Apporter de la valeur dans l'urgence de la situation actuelle
Cependant, les entreprises jouent avec le feu si elles mettent en place leur RPA dans le bouillonnant contexte de télétravail Covid-19. Les travailleurs sachants se tirent déjà suffisamment les cheveux pour essayer de voir comment ils peuvent assurer leurs tâches, tenus par des procédures opérationnelles standardisées tout en travaillant chez eux. S'attendre à ce que les télétravailleurs repensent et reprogramment ces processus depuis leur domicile tient plus d'un pas vers un désastre qu'autre chose. Dans l'urgence actuelle, le RPA peut constituer un autre canal pour aider les développeurs à concevoir des outils collaboratifs et revoir des processus administratifs de l'entreprise. Encore faut-il qu'elle leur permette de travailler correctement depuis leur domicile en parvenant à éviter un éventuel chaos de télétravailleurs travaillant chacun de leur côté sans se donner à fond.

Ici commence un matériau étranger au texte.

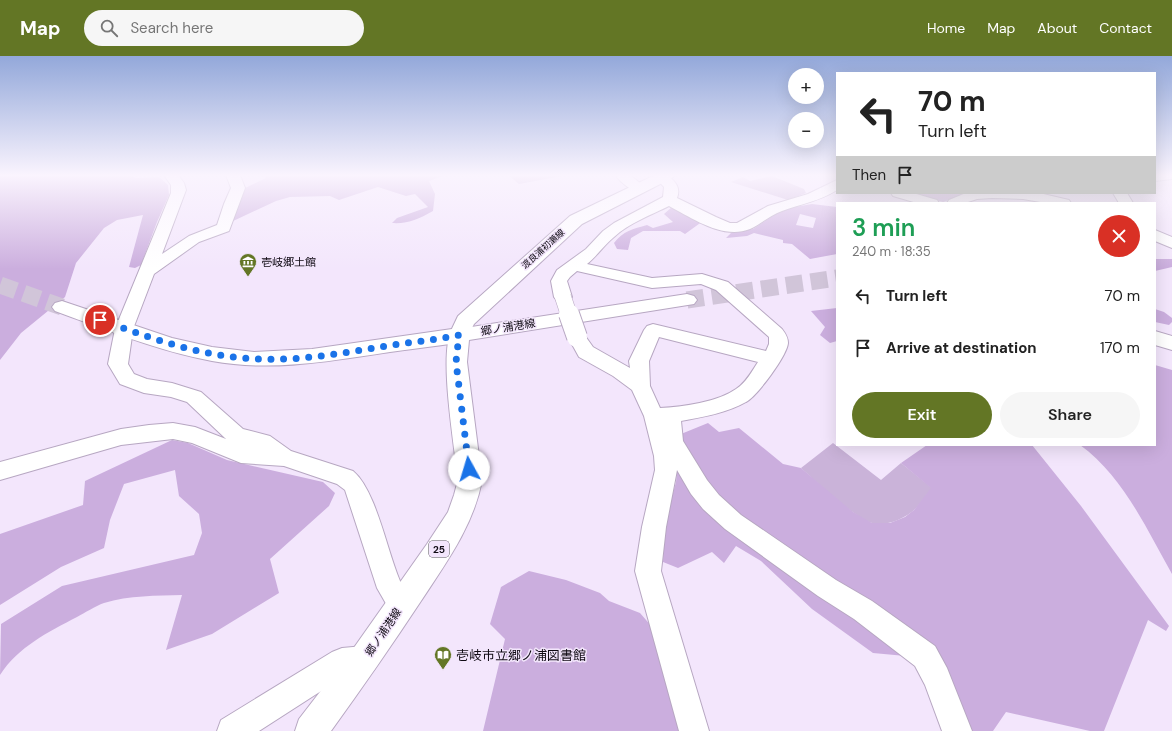 <!DOCTYPE html>
<meta charset="utf-8">
<style>
:root{--surface:#fff;--page:#f6f6f6;--text:#222;--muted:#767676;--accent:#637625}
body{margin:0;font-family:"DM Sans","Noto Sans JP",sans-serif;background:var(--page);color:var(--text);height:100vh;display:flex;flex-direction:column;font-size:15px;white-space:nowrap}
*{box-sizing:border-box;margin:0}
p{font-size:13px;color:var(--muted)}
.icon{flex:none;width:22px;height:22px;fill:none;stroke:currentColor;stroke-width:2;stroke-linecap:round;stroke-linejoin:round}
.map{position:relative;flex:1;overflow:hidden}
.drawer{position:absolute;left:836px;top:146px;width:320px;height:244px;display:flex;flex-direction:column;background:var(--surface);border-radius:0px;box-shadow:0 4px 16px #0002}
.drawer>*{flex:none}
.hud{position:absolute;left:836px;top:16px;width:320px;height:122px;border-radius:0px;box-shadow:0 4px 16px #0002;background:#fff;color:var(--text);overflow:hidden}
.tools{position:absolute;left:788px;top:12px;display:grid;gap:8px}
.tools a{display:grid;place-items:center;width:36px;height:36px;border-radius:50%;background:var(--surface);box-shadow:0 4px 16px #0002;font-size:20px}
.pin{position:absolute;display:grid;place-items:center;width:34px;height:34px;color:#fff;margin:-17px;border:2px solid #fff;border-radius:50%;box-shadow:0 1px 4px #0007}
.me{position:absolute;width:44px;margin:-22px;rotate:354deg;stroke-linejoin:round;filter:drop-shadow(0 0 3px #0008)}
.turn{display:flex;align-items:center;gap:14px;height:84px;padding:0 16px;font-size:18px}
.turn .icon{width:52px;height:52px;stroke-width:2.5}
.turn b{display:block;font-size:28px;line-height:34px}
.then{display:flex;align-items:center;height:38px;padding:0 16px;background:#0003;gap:8px;font-size:15px}
.round{display:grid;place-items:center;flex:none;width:42px;height:42px;border-radius:21px;background:var(--page)}
.head{display:flex;align-items:center;justify-content:space-between;height:68px;padding:0 16px}
h1{font-size:24px;font-weight:600;line-height:30px;color:#1e9e55}
.cta{display:flex;gap:8px;margin-top:auto;padding:8px 16px}
.cta a{flex:1;height:46px;border-radius:24px;background:var(--accent);color:#fff;font-size:16px;font-weight:600;line-height:46px;text-align:center}
.cta a+a{background:var(--page);color:var(--text)}
ul{padding:0;list-style:none}
li{display:flex;align-items:center;gap:12px;height:52px;padding:0 16px}
li div{flex:1}
li b{display:block;font-size:15px}
li em{font-style:normal}
header{display:flex;align-items:center;gap:24px;box-sizing:border-box;height:56px;padding:0 20px;background:var(--accent);color:#fff}
header strong{font-size:19px}
nav{display:flex;gap:22px;margin-inline-start:auto;font-size:14px}
.search{width:280px;height:36px;background:var(--page);display:flex;align-items:center;gap:10px;box-sizing:border-box;padding:0 14px;border-radius:22px;color:var(--muted);font-size:15px}
.map>svg:first-child{display:block}
.green{fill:#cab3d9}
.forest{fill:#cbaede;fill-rule:evenodd}
.lines{fill:none;stroke-linecap:round;stroke-linejoin:round}
.tertiary-tunnel{stroke:#d1c5d9;stroke-width:17;stroke-dasharray:17 8;stroke-linecap:butt}
.primary-tunnel{stroke:#d1c5d9;stroke-width:17;stroke-dasharray:17 8;stroke-linecap:butt}
.minor-casing{stroke:#b7a7c2;stroke-width:2}
.tertiary-casing{stroke:#b7a7c2;stroke-width:2}
.secondary-casing{stroke:#b7a7c2;stroke-width:2}
.primary-casing{stroke:#b7a7c2;stroke-width:2}
.minor{fill:#fff;fill-rule:evenodd}
.tertiary{fill:#fff;fill-rule:evenodd}
.secondary{fill:#fff;fill-rule:evenodd}
.primary{fill:#fff;fill-rule:evenodd}
.minor-bridge-far1-casing{stroke:#b7a7c2;stroke-width:17;stroke-linecap:butt}
.minor-bridge-casing{stroke:#b7a7c2;stroke-width:22;stroke-linecap:butt}
.minor-bridge-far1{stroke:#fff;stroke-width:16}
.minor-bridge{stroke:#fff;stroke-width:20}
.route{stroke:#1a73e8;stroke-width:7;stroke-dasharray:0 12.6}
.labels{text-anchor:middle;stroke-width:3;stroke-linejoin:round;paint-order:stroke}
.far-street-label{font-size:9px;fill:#0f0a13;stroke:#f3e6fc}
.shield{fill:#f3e6fc;stroke:#534c59;stroke-width:1}
.shield-label{font-size:10px;font-weight:bold;fill:#0f0a13}
.poi-label{font-size:11px;fill:#0f0a13;stroke:#f3e6fc;text-anchor:start}
.street-label{font-size:11px;fill:#0f0a13;stroke:#f3e6fc}
.near-poi-label{font-size:13px;fill:#0f0a13;stroke:#f3e6fc;text-anchor:start}
</style>
<header>
<strong>Map</strong>
<div class="search"><svg class="icon" aria-label="search" viewBox="0 0 24 24"><circle cx="10" cy="10" r="6"/><path d="M15 15l6 6"/></svg>Search here</div>
<nav><a>Home</a><a>Map</a><a>About</a><a>Contact</a></nav>
</header>
<div class="map">
<svg width="1172" height="675" viewBox="0 0 1172 675">
<rect width="100%" height="100%" fill="#f3e6fc"/>
<g class="green">
<path d="M508,119H561L562,120L519,128Z"/>
<path d="M772,120L804,133L806,137L788,144L731,126L743,121L750,125Z"/>
<path d="M833,387L881,424L901,407L932,432C926,439 921,447 915,453C905,463 885,471 872,467C853,461 817,426 801,412Z"/>
</g>
<g class="forest">
<path d="M0,119H129L136,122L159,121L168,129L169,139L157,166L141,209L135,212L129,211L143,159L117,164L104,172L76,207L65,241L21,277L0,304Z"/>
<path d="M264,119H445L429,125L435,138L433,155C419,163 408,168 392,167L397,162L428,151L415,138L406,140L378,131L339,144L330,140L290,141L276,145L231,166L243,133L266,122Z"/>
<path d="M912,137H969L943,146Z"/>
<path d="M812,148L837,151V198L810,203L792,188L783,187V184L754,177L747,180L726,182L731,177L753,173L774,159L789,152ZM800,158L816,162L813,172L796,169Z"/>
<path d="M672,151L703,165L685,178L680,175H643L631,182L628,194L617,193L614,187C623,175 633,173 647,169L653,172L673,166L664,158Z"/>
<path d="M1155,203H1172V211L1155,215Z"/>
<path d="M837,252V285L830,287L820,279L825,271L811,255Z"/>
<path d="M1155,253L1164,256L1172,262V266L1169,269L1155,266Z"/>
<path d="M1155,309L1172,314V518C1146,472 1123,420 1080,389H1155Z"/>
<path d="M708,367L719,376L739,372L783,408L801,412L853,456L872,467H890L905,461L914,454L931,432L901,407L927,389H1032L1081,450L1169,570L1166,575L1148,564L1104,675H1090L1006,656L993,675H967L938,603L873,597L812,553L761,505L736,490L724,507L712,496L678,512L663,506L664,471L676,426L681,378Z"/>
<path d="M172,384L188,387L227,404L323,426L335,437L329,450L270,503L279,537L212,578L166,594L182,539C157,540 129,539 104,547C95,550 85,557 77,561C48,576 18,591 0,619L1,568L62,530L194,499L202,477L199,458L179,440L175,414L124,428L110,464L104,492L61,511L0,549V478L83,449L85,425Z"/>
<path d="M529,515L566,524L600,537L609,545L640,557L653,572L677,646L678,675H483L505,583L490,568L501,531Z"/>
</g>
<g class="lines">
<path class="tertiary-tunnel" d="M0,229L62,251"/>
<path class="primary-tunnel" d="M687,244L837,222"/>
<defs>
<g id="minor">
<path d="M164,119H178L184,127L186,134L162,198L189,180L217,169L224,148L231,132L226,119H240L245,132L229,175L199,186L154,218L133,273L128,308L134,318L147,323L172,327L201,336L243,373L270,380L291,395L353,415C376,434 387,495 400,525C404,533 410,540 414,549L410,558L401,561L392,558L377,532L345,434L337,428L284,410L241,407L192,387L173,383L121,389L0,424V406L121,373L149,369L173,367L195,371L226,383L187,346L171,341L144,337L120,328L108,308L115,273L171,137V129Z"/>
<path d="M615,119H630L646,132L644,135C634,138 621,127 615,119Z"/>
<path d="M657,119H668C675,126 681,131 677,142L716,161L730,167H737L768,150L808,138L837,124V134C820,145 801,148 782,155C770,159 761,168 750,173C723,184 692,162 669,150C651,159 629,167 614,181C604,189 597,200 587,208L652,222L702,218L728,226L782,273C785,277 788,281 788,287C787,300 757,340 746,346C727,357 702,361 681,365L683,385L707,424L719,439L741,459L836,524L872,545L935,590L947,612L972,675H942L925,629L915,610L854,563L818,540L725,473L703,453L691,438L677,414L666,471L661,515L709,675H679L635,515L642,471L655,414L654,400L644,360L632,334L613,320L579,301L568,281L571,277L577,275L583,277L593,291L630,312L629,305L644,274L647,270L653,268L766,295L769,288V281L716,234L701,228L652,232L577,215L570,221L567,225L572,241L569,245L563,246L557,245L554,241L551,225L557,214L586,193L603,175L614,167L663,141L664,131L655,121ZM659,281L758,306C752,315 746,327 736,333C718,346 682,351 660,352L650,330L649,305Z"/>
<path d="M1155,119H1172V123L1155,125Z"/>
<path d="M891,137H913L937,144L939,147H917L893,140Z"/>
<path d="M966,137H1039L1069,144L1071,147H1046L1023,143L992,142L977,143L965,147H947L949,144Z"/>
<path d="M1113,137H1127L1133,147H1119Z"/>
<path d="M1155,174L1172,181V192L1155,185Z"/>
<path d="M364,590L374,594L378,604L374,614L364,618L346,619L259,675H217L221,664L332,596L342,592Z"/>
</g>
<path id="tertiary" d="M62,245L172,282L212,291L254,296L312,293L459,272L466,274L469,279L466,284L450,288C430,291 410,293 390,296C330,305 272,316 212,305C158,295 107,274 55,255L52,251L55,247Z"/>
<path id="secondary" d="M655,119H675L672,122L582,168L474,268L466,284L459,286L452,284L449,279L458,260L570,160Z"/>
<g id="primary">
<path d="M687,238L694,240L697,244L694,248L469,284L467,306L482,424C474,469 446,507 421,545C392,589 362,632 331,675H295L299,663L353,593L427,488L448,456L454,439L458,424C455,394 438,296 452,274Z"/>
<path d="M1155,275L1172,280V294L1155,289Z"/>
</g>
</defs>
<use href="#minor" class="minor-casing"/>
<use href="#tertiary" class="tertiary-casing"/>
<use href="#secondary" class="secondary-casing"/>
<use href="#primary" class="primary-casing"/>
<use href="#minor" class="minor"/>
<use href="#tertiary" class="tertiary"/>
<use href="#secondary" class="secondary"/>
<use href="#primary" class="primary"/>
<defs>
<path id="minor-bridge-far1" d="M563,241L569,259"/>
<path id="minor-bridge" d="M569,258L577,281"/>
</defs>
<use href="#minor-bridge-far1" class="minor-bridge-far1-casing"/>
<use href="#minor-bridge" class="minor-bridge-casing"/>
<use href="#minor-bridge-far1" class="minor-bridge-far1"/>
<use href="#minor-bridge" class="minor-bridge"/>
</g>
<linearGradient id="sky" x2="0" y2="1"><stop stop-color="#93a8da"/><stop offset="0.56" stop-color="#faf4fe"/><stop offset="1" stop-color="#faf4fe" stop-opacity="0"/></linearGradient>
<rect width="1172" height="213" fill="url(#sky)"/>
<g class="lines">
<path class="route" d="M100,264C143,279 187,296 234,301C285,308 337,298 387,290C411,286 435,284 459,279L456,306L469,413"/>
</g>
<defs>
<symbol id="museum-pin" viewBox="-11 -11 22 30"><path d="M0 17L-7.5 6A9.5 9.5 0 1 1 7.5 6Z" fill="#637625" stroke="#f3e6fc"/><path d="M0-6L6-3V-2H-6V-3ZM-5-1h2V3h-2ZM-1-1h2V3h-2ZM3-1h2V3H3ZM-6 4H6V6H-6Z" fill="#fff"/></symbol>
<symbol id="library-pin" viewBox="-11 -11 22 30"><path d="M0 17L-7.5 6A9.5 9.5 0 1 1 7.5 6Z" fill="#637625" stroke="#f3e6fc"/><path d="M-6-4Q-3-5.5-.7-3.5V5Q-3 3-6 4ZM6-4Q3-5.5 .7-3.5V5Q3 3 6 4Z" fill="#fff"/></symbol>
</defs>
<g fill-rule="evenodd">
<use href="#museum-pin" x="238" y="196" width="20" height="27"/>
<use href="#library-pin" x="433" y="589" width="20" height="27"/>
</g>
<g class="labels">
<g class="far-street-label">
<text transform="translate(543 193) rotate(-42)" y="3">渡良浦初瀬線</text>
</g>
<rect class="shield" x="429" y="485" width="20" height="16" rx="3"/>
<g class="shield-label">
<text x="439" y="497">25</text>
</g>
<g class="poi-label">
<text x="261" y="210">壱岐郷土館</text>
</g>
<g class="street-label">
<text transform="translate(508 271) rotate(-9)" y="4">郷ノ浦港線</text>
<text transform="translate(383 576) rotate(-56)" y="4">郷ノ浦港線</text>
</g>
<g class="near-poi-label">
<text x="456" y="604">壱岐市立郷ノ浦図書館</text>
</g>
</g>
</svg>
<div class="tools">
<a>+</a>
<a>−</a>
</div>
<div class="pin" style="left:100px;top:264px;background:#d93025"><svg class="icon" aria-label="arrive" viewBox="0 0 24 24"><path d="M6 21V4h12l-3 4 3 4H6"/></svg></div>
<svg class="me" style="left:469px;top:413px" viewBox="-20 -20 40 40"><circle r="19" fill="#fff"/><path d="M0-13L10 11 0 6-10 11z" fill="#1a73e8"/></svg>
<div class="hud">
<div class="turn"><svg class="icon" aria-label="left" viewBox="0 0 24 24"><path d="M17 20v-9H6M10 6l-5 5 5 5"/></svg><div><b>70 m</b>Turn left</div></div>
<div class="then">Then<svg class="icon" aria-label="arrive" viewBox="0 0 24 24"><path d="M6 21V4h12l-3 4 3 4H6"/></svg></div>
</div>
<section class="drawer">
<div class="head"><div><h1>3 min</h1><p>240 m · 18:35</p></div><a class="round" style="background:#d93025;color:#fff"><svg class="icon" aria-label="close" viewBox="0 0 24 24"><path d="M6 6l12 12M18 6L6 18"/></svg></a></div>
<ul>
<li><svg class="icon" aria-label="left" viewBox="0 0 24 24"><path d="M17 20v-9H6M10 6l-5 5 5 5"/></svg><div><b>Turn left</b></div><em>70 m</em></li>
<li><svg class="icon" aria-label="arrive" viewBox="0 0 24 24"><path d="M6 21V4h12l-3 4 3 4H6"/></svg><div><b>Arrive at destination</b></div><em>170 m</em></li>
</ul>
<div class="cta"><a>Exit</a><a>Share</a></div>
</section>
</div>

Un autre cas d'usage central est de tirer partie du RPA pour face aux éventuelles pénuries de ressources humaines causées par des maladies, mises en quarantaine, etc. Le RPA a ainsi été un outil essentiel pour aider les organisations à maintenir la continuité business au cours de cette période critique même en cas de défaillance de leur personnel. Des solutions ont été mises en place pour aider les collaborateurs à mieux collaborer et communiquer depuis n'importe où en assurant la continuité d'activité. Cela a par exemple été le cas pour l'Organisation Mondiale de la Santé, qui, avec Automation Anywhere, est parvenue à automatiser le traitement manuel des formes de cas cliniques liés au Covid-19 pour évaluer les risques pour leurs employés travaillant en Chine continentale et fournir à ceux de Macao des informations essentielles via un tableau de bord dédié.
Voyage en terrain inconnu
Faut-il précipiter le jugement de l’histoire en terme de « nouvelle normalité » du travail lorsque la pandémie s'affaiblira ? Difficile à prévoir. Mais les personnes peuvent être tellement épuisées par la distanciation sociale que « l'intimité sociale » en tant que telle (magasins, grands événements physiques, voyages d'affaires et de loisir) reviendra en vogue. Il faudra alors peut être s'attendre à une migration massive de travailleurs vers des bureaux partagés, régulièrement désinfectés et réorganisés pour une plus grande distanciation sociale.
L'urgence actuelle liée à la crise sanitaire a montré comment une contagion de masse pouvait mettre en danger tous les aspects d'un plan de continuité d'activité traditionnel. En cas de nouvel ordre de confinement, les sites principaux et secondaires de reprise d'incidents après sinistre peuvent tous redevenir un terrain vierge pour le personnel informatique. La création et l'administration des logiciels, matériels et services soutenant l'activité devront donc une fois de plus être effectuées à distance. En rendant les rencontres physiques potentiellement mortelles, les épidémies virales rendent plus que jamais difficile la réalisation d'activités quotidiennes impliquant de telles interactions. Dans un avenir probable, nul doute que les organisations pourront continuer à utiliser le RPA et d'autres solutions d'automatisation de processus en partie comme des catalyseurs de la continuité d'activité et la nouvelle redistribution du travail.